Athena Lamson of Indian Island holds a sign in front of the Margaret Chase Smith federal building on Saturday.

BANGOR, Maine ― Donald Galleck and Eileen McLaughlin disagree about Brett Kavanaugh’s lifetime appointment to the U.S. Supreme Court in just about every way.

But there is one thing the two appear to agree upon: Kavanaugh’s appointment, and U.S. Sen. Susan Collins’ vote to support it, has done nothing to settle the controversy created by the sexual assault allegations against Kavanaugh.

“I think Susan Collins’ decision was a betrayal to all victims or survivors of sexual assault,” Eileen McLaughlin of Houlton said. “Her decision was a very poor one that will have a long-lasting impact on many people.”

With McLaughlin among a handful of protesters standing across the street from him at the Margaret Chase Smith Federal Building on Harlow Street on Saturday, Galleck praised Collins for braving a political whirlwind created by accusations that he felt had little substance.

Supporters of Christine Blasey Ford, who has accused Kavanaugh of sexually assaulting her at a house party 35 years ago, “aired [the allegation] out as if it was public fact. It’s not a fact that this happened or that it was him that did this,” said Galleck, a 29-year-old carpenter from Bangor who was out walking with his family and two dogs when the protest started.

“It’s a tactic to blow smoke. There’s something else going on that these people don’t want you to pay attention to,” he added.

McLaughlin was among protesters holding signs in front of the federal court building despite the Maine Common Good Coalition’s canceling a demonstration scheduled there.

The protesters said that Kavanaugh’s testimony before the Senate Judiciary Committee was riddled with lies and the FBI investigation of the accusations was a sham.
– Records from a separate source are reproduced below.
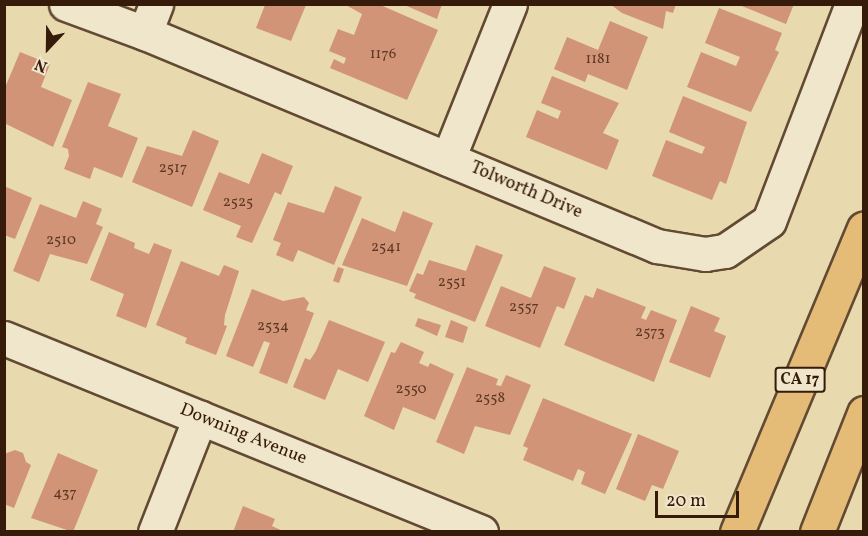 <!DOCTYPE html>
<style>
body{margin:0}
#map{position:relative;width:868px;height:536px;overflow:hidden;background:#e8d9af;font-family:Vollkorn,serif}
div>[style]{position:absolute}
.building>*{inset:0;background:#d19476}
.roads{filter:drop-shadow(2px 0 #624a33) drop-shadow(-2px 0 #624a33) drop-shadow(0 2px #624a33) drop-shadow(0 -2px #624a33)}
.minor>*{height:33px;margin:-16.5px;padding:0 16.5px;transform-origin:16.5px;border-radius:16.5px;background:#f0e6cb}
.highway>*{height:33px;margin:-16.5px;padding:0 16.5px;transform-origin:16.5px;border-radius:16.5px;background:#e4bc78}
span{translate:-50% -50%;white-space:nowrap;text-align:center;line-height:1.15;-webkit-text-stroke:4.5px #f0e6cb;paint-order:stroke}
.number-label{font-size:15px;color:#5d3825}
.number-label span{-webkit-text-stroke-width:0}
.shield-label span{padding:2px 4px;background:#f0e6cb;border:2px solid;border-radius:4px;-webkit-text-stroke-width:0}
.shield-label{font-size:16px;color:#361a0a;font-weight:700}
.street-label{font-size:18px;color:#361a0a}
.frame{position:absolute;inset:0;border:6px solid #361a0a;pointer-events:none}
.north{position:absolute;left:18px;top:18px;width:60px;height:60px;-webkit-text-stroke:4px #f0e6cb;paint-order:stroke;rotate:202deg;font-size:16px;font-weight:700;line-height:24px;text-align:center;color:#361a0a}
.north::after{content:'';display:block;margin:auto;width:21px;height:27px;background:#361a0a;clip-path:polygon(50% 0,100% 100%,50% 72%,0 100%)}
.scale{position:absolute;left:655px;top:491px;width:84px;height:27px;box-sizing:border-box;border:3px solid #361a0a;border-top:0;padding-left:8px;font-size:18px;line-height:21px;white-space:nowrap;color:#361a0a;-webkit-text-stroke:4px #f0e6cb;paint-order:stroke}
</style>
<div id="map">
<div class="building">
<div style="clip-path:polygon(344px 4px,378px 4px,438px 30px,407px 100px,330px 68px,334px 59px,344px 64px,346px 58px,329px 51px,338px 29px,354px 35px,362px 14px)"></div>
<div style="clip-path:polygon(402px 4px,442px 4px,437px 19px)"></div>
<div style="clip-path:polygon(610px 4px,676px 4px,673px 13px,666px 11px,663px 29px,622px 13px)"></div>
<div style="clip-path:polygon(737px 4px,794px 4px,786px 24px)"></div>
<div style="clip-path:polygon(265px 5px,306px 5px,291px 41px,256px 28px)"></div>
<div style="clip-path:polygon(719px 8px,782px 33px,775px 50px,779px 52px,751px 112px,687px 87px,701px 52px,736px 66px,740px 57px,705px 43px)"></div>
<div style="clip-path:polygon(610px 21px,648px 37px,627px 90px,588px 74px,585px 82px,554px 69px,567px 37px,598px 50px)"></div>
<div style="clip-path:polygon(20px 52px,50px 64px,41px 87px,72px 100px,53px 147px,4px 123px,4px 90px)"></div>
<div style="clip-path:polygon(552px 76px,619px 103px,603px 133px,619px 140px,607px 170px,526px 137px,537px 110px,558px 119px,561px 111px,541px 103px)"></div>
<div style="clip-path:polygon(88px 82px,121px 94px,108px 126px,138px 138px,122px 178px,94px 167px,90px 179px,64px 169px,69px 156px,68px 149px,62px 147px)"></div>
<div style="clip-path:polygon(683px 96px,747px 122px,726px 184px,720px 181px,712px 200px,652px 176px,666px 140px,702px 154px,705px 147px,669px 132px)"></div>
<div style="clip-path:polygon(193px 130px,219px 141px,192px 207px,132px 182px,147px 146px,182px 156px)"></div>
<div style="clip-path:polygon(262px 153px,293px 166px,281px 195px,275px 192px,252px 243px,236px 237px,241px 226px,203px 210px,219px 172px,249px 184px)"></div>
<div style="clip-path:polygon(4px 186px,32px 198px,15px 239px,4px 235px)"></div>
<div style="clip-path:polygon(335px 186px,362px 197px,334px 265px,298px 250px,293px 262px,276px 255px,281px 243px,273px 240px,288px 202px,324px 213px)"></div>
<div style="clip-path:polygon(83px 201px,102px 209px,96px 224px,103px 227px,87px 264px,50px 254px,39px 282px,13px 271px,40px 204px,76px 218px)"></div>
<div style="clip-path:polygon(403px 211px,433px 223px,407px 286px,342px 265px,362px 218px,395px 232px)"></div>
<div style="clip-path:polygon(109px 232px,135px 243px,134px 248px,149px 254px,154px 243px,172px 250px,146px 328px,116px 316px,124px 294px,90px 280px)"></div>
<div style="clip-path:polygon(476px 245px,503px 255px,475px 322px,414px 298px,416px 294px,409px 291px,417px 273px,423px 275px,429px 260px,466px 271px)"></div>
<div style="clip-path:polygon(181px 261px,219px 276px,224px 265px,239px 271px,225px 315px,224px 325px,227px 326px,216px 355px,185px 343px,187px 338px,156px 325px)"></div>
<div style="clip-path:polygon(544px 266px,576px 278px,564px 309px,557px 306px,540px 348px,485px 326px,501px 286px,531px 298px)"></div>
<div style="clip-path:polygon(338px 267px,344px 269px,339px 283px,333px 281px)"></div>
<div style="clip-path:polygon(597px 288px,646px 307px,641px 318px,646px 320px,651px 310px,677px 320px,654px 382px,564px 345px,585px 295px,593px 298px)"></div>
<div style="clip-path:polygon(252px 289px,283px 301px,304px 297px,309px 303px,306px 310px,314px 313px,287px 384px,259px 373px,270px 343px,264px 341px,253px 367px,226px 356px)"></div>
<div style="clip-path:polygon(691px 306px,720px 318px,714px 331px,726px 336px,710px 378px,669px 362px)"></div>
<div style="clip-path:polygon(418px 318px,441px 325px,437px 336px,415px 326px)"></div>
<div style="clip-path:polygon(329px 320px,385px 342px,368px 382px,338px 369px,325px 400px,293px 387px,305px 358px,310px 360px,316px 351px)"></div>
<div style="clip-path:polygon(451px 320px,468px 327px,463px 343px,445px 337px)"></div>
<div style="clip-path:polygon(401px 342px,424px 352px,419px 363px,428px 367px,430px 363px,454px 374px,435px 420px,403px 407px,394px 430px,364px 416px,391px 352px,395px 353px)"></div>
<div style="clip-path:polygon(467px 367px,498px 379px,496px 385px,501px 386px,506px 375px,531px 385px,510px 435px,475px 426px,464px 454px,436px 442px)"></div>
<div style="clip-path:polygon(543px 398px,632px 434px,605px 494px,581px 484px,585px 472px,578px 469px,573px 481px,523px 460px,528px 448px,523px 446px)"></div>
<div style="clip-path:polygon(638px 434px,679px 451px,663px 489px,652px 485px,645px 501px,616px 489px)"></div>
<div style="clip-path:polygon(15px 450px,23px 453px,26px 462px,31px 465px,14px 508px,4px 504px,4px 454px)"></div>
<div style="clip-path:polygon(58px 453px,98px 470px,73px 532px,31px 518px)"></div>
<div style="clip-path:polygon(243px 506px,275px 519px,272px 526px,285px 532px,233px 532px)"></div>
</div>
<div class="roads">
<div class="minor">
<div style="left:66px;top:4px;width:84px;rotate:20.2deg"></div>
<div style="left:145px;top:33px;width:555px;rotate:22.59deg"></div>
<div style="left:657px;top:246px;width:49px;rotate:9.5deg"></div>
<div style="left:705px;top:254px;width:20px;rotate:-9deg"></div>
<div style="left:725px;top:251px;width:53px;rotate:-34.3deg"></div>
<div style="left:769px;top:221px;width:232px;rotate:-69.1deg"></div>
<div style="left:145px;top:33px;width:31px;rotate:-69deg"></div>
<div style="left:448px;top:159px;width:167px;rotate:-68.2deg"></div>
<div style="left:4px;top:338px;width:515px;rotate:22.13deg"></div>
<div style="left:155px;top:532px;width:123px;rotate:-68.6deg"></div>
</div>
<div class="highway">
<div style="left:737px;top:532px;width:329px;rotate:-67.3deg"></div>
<div style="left:817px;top:532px;width:128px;rotate:-68.4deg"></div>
</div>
</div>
<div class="number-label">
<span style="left:383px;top:55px">1176</span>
<span style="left:598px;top:60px">1181</span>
<span style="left:173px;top:169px">2517</span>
<span style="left:238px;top:203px">2525</span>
<span style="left:61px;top:241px">2510</span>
<span style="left:386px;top:248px">2541</span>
<span style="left:452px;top:283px">2551</span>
<span style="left:524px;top:308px">2557</span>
<span style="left:273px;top:327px">2534</span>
<span style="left:650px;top:333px">2573</span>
<span style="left:411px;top:390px">2550</span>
<span style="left:490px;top:399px">2558</span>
<span style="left:65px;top:494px">437</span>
</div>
<div class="shield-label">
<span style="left:800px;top:380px">CA 17</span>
</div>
<div class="street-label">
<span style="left:526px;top:191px;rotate:23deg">Tolworth Drive</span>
<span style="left:243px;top:435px;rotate:22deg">Downing Avenue</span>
</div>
<div class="frame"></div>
<div class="north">N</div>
<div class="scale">20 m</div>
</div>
They accused Collins of ignoring statements from many sources that Kavanaugh’s conduct was unbecoming of a Supreme Court justice so that she could keep her standing in a Republican Party that tilts far to the right.

“I believe that she kowtowed to big money and big power,” McLaughlin said.

Galleck said that he has nothing against Ford, but a lack of evidence or corroborating testimony made her difficult to believe. That the Senate allowed her accusations to be aired left Kavanaugh with no due process or presumption of innocence — an affront to the confirmation process, he said.

“There was nothing set in stone,” Galleck said. “No government agency has ever taken him into a courtroom to stand against allegations of any wrongdoing.”

Anyone who knows or is a sexual assault survivor saw much to believe in Ford’s testimony, Orrington resident Hannah Rulin said.

The hearing exposed how rampant sex crimes against women are and how difficult it is for victims to come forward, said MaryBeth Hewett of Frankfort, a U.S. Marine Corps veteran who served from 1975 to 1978.

“It is about the abuse of power. It is about one group of people having power over another group of people. I am 67 years old and I have been fighting this battle my whole life,” Hewett said. “Kavanaugh represents a solid backlash against women, and women need to stand up. We all do.”

Ruhlin called Kavanaugh’s confirmation a victory for the far right that might lead to a rollback of abortion and indigenous people’s, gay and transgender rights, Ruhlin said.

“I think it will mean that people will have to go back to getting illegal abortions and the death rates [of mothers] will go back up or unwanted children will be born into a system that is already overcrowded and can’t support their needs,” Ruhlin said.

“Making abortion illegal doesn’t stop it from happening. It stops it from happening safely,” Ruhlin added.

Galleck said that Kavanaugh’s confirmation showed how much the media and the left oppose him. It also shows how ugly the political combat within America has become.

“These things [accusations of sexual assault] need to be handled in a timely manner. This is the first time I have ever seen a nomination for the Supreme Court stoop to the level of a violation of privacy,” said Galleck, who was 2 years old when Clarence Thomas faced allegations of sexual harassment as a Supreme Court nominee.

“A lot of people in the media were blowing it out of proportion,” Galleck added.